__To do__:
Locate every line in the material below that has the word "controls". Copy each of those lines.

__Data to examine__:
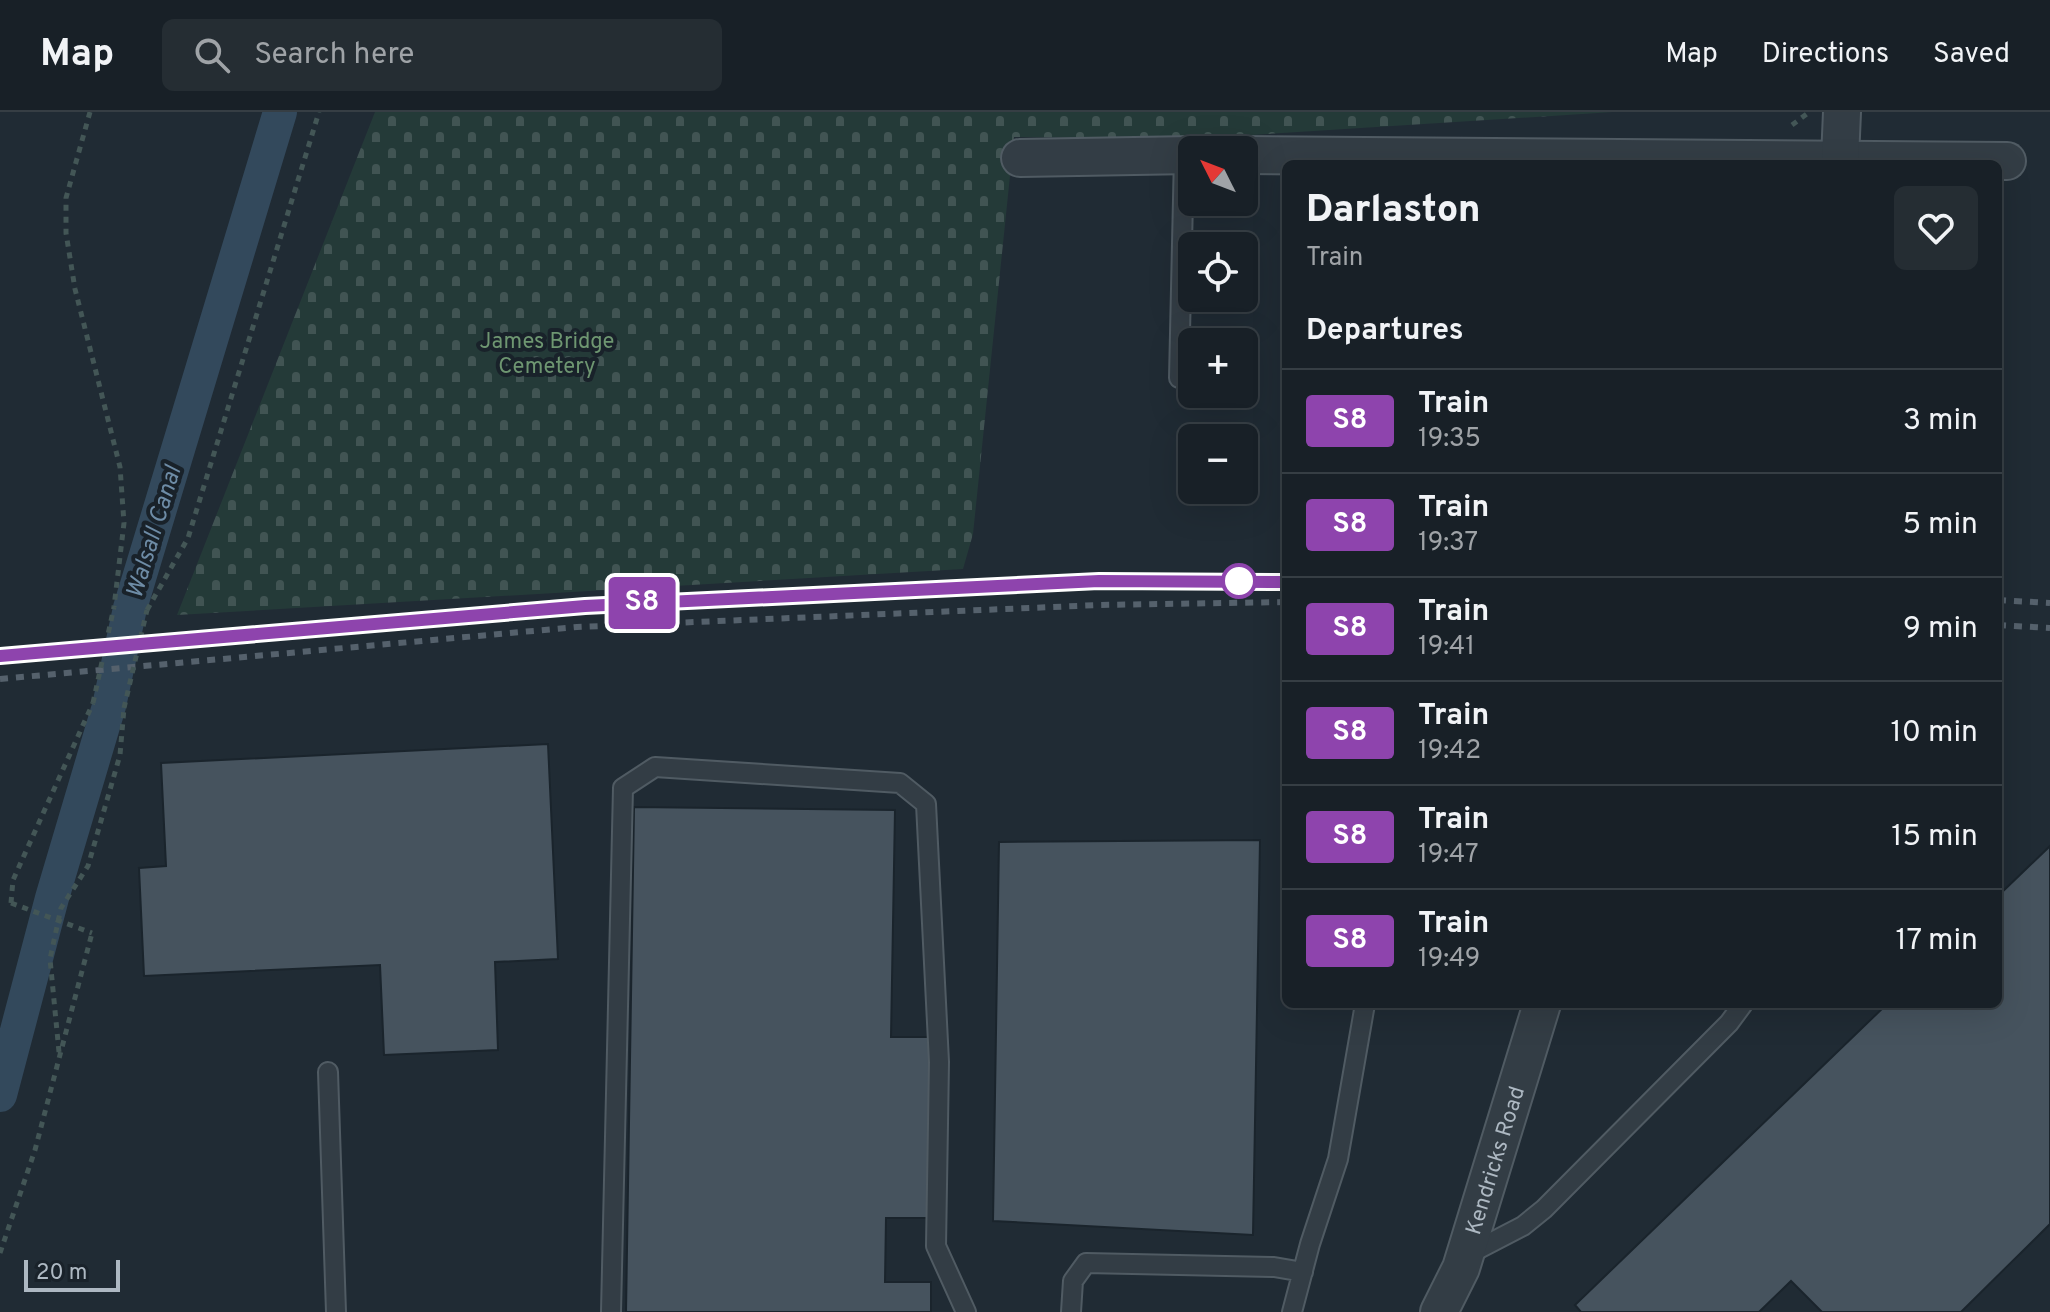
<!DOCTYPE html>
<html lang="en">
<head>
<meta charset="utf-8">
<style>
  :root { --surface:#182027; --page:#252d33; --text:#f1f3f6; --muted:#9fa3a7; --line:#363e44 }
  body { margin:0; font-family:Overpass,sans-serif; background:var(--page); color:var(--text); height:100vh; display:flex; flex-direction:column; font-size:30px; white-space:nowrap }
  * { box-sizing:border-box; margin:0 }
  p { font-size:26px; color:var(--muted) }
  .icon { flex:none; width:44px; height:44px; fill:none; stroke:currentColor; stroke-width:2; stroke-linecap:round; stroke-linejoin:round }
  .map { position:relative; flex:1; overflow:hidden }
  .details { position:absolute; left:1282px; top:48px; width:720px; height:848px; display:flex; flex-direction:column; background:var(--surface); border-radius:12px; box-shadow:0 8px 32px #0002,0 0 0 2px var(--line) }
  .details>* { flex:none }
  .badge { padding:0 16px; border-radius:6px; font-size:28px; line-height:52px }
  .needle { width:52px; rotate:312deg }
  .controls { position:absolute; left:1178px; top:24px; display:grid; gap:16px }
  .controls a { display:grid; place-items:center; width:80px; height:80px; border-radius:12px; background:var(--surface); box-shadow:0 8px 32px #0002,0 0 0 2px var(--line); font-size:40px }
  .scale { position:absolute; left:24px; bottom:20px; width:96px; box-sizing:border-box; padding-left:8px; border:4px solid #adb8c2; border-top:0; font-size:22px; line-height:28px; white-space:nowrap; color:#adb8c2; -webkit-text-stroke:6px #19222a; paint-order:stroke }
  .map>.badge { position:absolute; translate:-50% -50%; box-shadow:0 0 0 4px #fff }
  h2 { padding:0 24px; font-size:30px; line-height:72px }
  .round { display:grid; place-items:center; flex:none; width:84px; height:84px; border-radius:12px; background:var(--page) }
  .summary { display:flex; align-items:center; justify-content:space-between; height:136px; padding:0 24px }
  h1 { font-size:38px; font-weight:800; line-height:60px }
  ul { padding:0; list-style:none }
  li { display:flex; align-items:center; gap:24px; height:104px; padding:0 24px; border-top:2px solid var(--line) }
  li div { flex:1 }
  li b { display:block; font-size:30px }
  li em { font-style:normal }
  li .badge { min-width:88px; font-weight:700; text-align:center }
  header { display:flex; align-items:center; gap:48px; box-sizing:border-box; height:112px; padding:0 40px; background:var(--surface); border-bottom:2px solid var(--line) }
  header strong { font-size:38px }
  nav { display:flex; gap:44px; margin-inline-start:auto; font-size:28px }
  .search { width:560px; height:72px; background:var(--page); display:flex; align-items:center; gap:20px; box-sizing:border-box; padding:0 28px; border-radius:12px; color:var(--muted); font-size:30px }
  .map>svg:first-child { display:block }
</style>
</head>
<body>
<header>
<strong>Map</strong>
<div class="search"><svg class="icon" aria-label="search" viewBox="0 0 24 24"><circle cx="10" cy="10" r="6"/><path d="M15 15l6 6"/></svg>Search here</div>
<nav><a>Map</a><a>Directions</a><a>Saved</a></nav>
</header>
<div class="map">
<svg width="2050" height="1200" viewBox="0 0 2050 1200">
  <defs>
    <pattern id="cemetery-stones" width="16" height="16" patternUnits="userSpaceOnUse" patternTransform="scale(2)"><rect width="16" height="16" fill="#243a38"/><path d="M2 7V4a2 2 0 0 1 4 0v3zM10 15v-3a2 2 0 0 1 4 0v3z" fill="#415453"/></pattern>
  </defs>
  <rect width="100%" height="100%" fill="#202b34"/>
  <!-- cemetery -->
  <path fill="url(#cemetery-stones)" d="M375,0H1613L1188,27L1014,25L973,422L963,457L177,503Z"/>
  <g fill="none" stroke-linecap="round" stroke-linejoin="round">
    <!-- canal -->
    <path stroke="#33495c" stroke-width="34" d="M0,983L52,786L109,594L130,496L280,0"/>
  </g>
  <!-- building -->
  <path fill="#46535e" stroke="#1a242c" stroke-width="2" d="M548,632L558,847L495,850L498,938L384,943L380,853L144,864L139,756L166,754L161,651Z
    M634,695L895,698L891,925H935L932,1106H886L885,1170H931V1200H626Z
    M1260,728L1253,1123L993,1109L999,730Z
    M2050,734V1112L1961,1200H1822L1791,1169L1759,1200H1581L1575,1193L1887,892H1998V784Z"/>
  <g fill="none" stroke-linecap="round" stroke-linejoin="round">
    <!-- lane casing -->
    <g stroke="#505b63" stroke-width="22">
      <path id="lane" d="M1179,266L1184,43
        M328,960L336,1200
        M1467,1143L1523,1114L1544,1097L1729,911L1743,892
        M611,1200L623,676L655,655L900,671L926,692L939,950L936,1134L966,1200
        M1071,1200L1073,1169L1086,1151L1274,1155L1303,1160
        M1292,1200L1310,1132L1338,1047L1365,892"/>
    </g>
    <!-- street casing -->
    <g stroke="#505b63" stroke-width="40">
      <g id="street">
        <path d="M1244,43L2007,49"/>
        <path d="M1020,46L1192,43"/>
        <path d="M1840,47L1842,0"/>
        <path id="s1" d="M1439,1200L1461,1156L1542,892"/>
      </g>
    </g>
    <!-- path -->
    <path stroke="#435656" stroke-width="5" stroke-dasharray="6 6" stroke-linecap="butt" d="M90,0L66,86V121L75,177L120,355L124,411L114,495
      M1792,13L1808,1
      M147,498L188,426L319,0
      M11,791L13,768L93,591
      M59,940L50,847L61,796L88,754L120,643L124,596
      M0,1141L35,1038L92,821"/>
    <!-- lane -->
    <use href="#lane" stroke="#333d45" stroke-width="18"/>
    <!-- street -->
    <use href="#street" stroke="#333d45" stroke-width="36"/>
    <!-- rail -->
    <path stroke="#55616c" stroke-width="6" stroke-dasharray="8 8" stroke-linecap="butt" d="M1998,488L2050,491
      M1998,513L2050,516
      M0,544L585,494L1099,469L1286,470
      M0,567L577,515L1100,493L1286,490"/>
    <!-- path-bridge -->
    <path stroke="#435656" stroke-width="5" stroke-dasharray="6 6" stroke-linecap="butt" d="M93,591L114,495
      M124,596L147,498
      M11,791L92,821"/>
  </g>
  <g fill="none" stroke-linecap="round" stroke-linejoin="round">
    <!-- line casing -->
    <g stroke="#fff" stroke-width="18">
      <path id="line" d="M0,544L585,494L1099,469L1286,470"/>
    </g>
    <!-- line -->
    <use href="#line" stroke="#8e44ad" stroke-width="12"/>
  </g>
  <!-- markers -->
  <circle fill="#fff" stroke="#8e44ad" stroke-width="4" cx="1239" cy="469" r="16"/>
  <g text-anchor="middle" stroke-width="8" stroke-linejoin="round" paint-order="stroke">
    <!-- park labels -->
    <g font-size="22" fill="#6e9671" stroke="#19222a">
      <text x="547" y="236">James Bridge<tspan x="547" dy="25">Cemetery</tspan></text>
    </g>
    <!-- street labels -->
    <g font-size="22" fill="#adb8c2" stroke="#19222a">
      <text dy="8" stroke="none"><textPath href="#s1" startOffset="162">Kendricks Road</textPath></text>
    </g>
    <!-- water labels -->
    <g font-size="24" font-style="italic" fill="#6e8ca6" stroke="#19222a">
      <text transform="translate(153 420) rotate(-73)" y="8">Walsall Canal</text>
    </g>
  </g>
</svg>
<div class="controls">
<a><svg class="needle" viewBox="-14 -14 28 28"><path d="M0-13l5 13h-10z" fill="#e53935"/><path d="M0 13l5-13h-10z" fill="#9fa3a7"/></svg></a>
<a><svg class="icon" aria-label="locate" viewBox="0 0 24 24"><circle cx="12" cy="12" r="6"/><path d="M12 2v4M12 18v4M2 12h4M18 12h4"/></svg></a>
<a>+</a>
<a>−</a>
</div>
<div class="scale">20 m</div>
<b class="badge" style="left:642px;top:491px;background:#8e44ad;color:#fff">S8</b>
<section class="details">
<div class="summary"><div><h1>Darlaston</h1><p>Train</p></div><a class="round"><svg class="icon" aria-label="heart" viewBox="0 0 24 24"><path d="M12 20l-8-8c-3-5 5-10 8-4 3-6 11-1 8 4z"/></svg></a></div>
<h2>Departures</h2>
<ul>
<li><span class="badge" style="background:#8e44ad;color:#fff">S8</span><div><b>Train</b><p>19:35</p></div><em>3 min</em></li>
<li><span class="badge" style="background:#8e44ad;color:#fff">S8</span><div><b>Train</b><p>19:37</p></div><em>5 min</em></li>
<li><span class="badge" style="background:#8e44ad;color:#fff">S8</span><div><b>Train</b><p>19:41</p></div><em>9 min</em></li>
<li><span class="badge" style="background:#8e44ad;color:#fff">S8</span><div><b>Train</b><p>19:42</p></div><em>10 min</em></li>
<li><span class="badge" style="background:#8e44ad;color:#fff">S8</span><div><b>Train</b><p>19:47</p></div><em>15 min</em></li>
<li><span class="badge" style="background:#8e44ad;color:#fff">S8</span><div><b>Train</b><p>19:49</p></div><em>17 min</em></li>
</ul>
</section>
</div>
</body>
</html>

__Exercise answer__:
  .controls { position:absolute; left:1178px; top:24px; display:grid; gap:16px }
  .controls a { display:grid; place-items:center; width:80px; height:80px; border-radius:12px; background:var(--surface); box-shadow:0 8px 32px #0002,0 0 0 2px var(--line); font-size:40px }
<div class="controls">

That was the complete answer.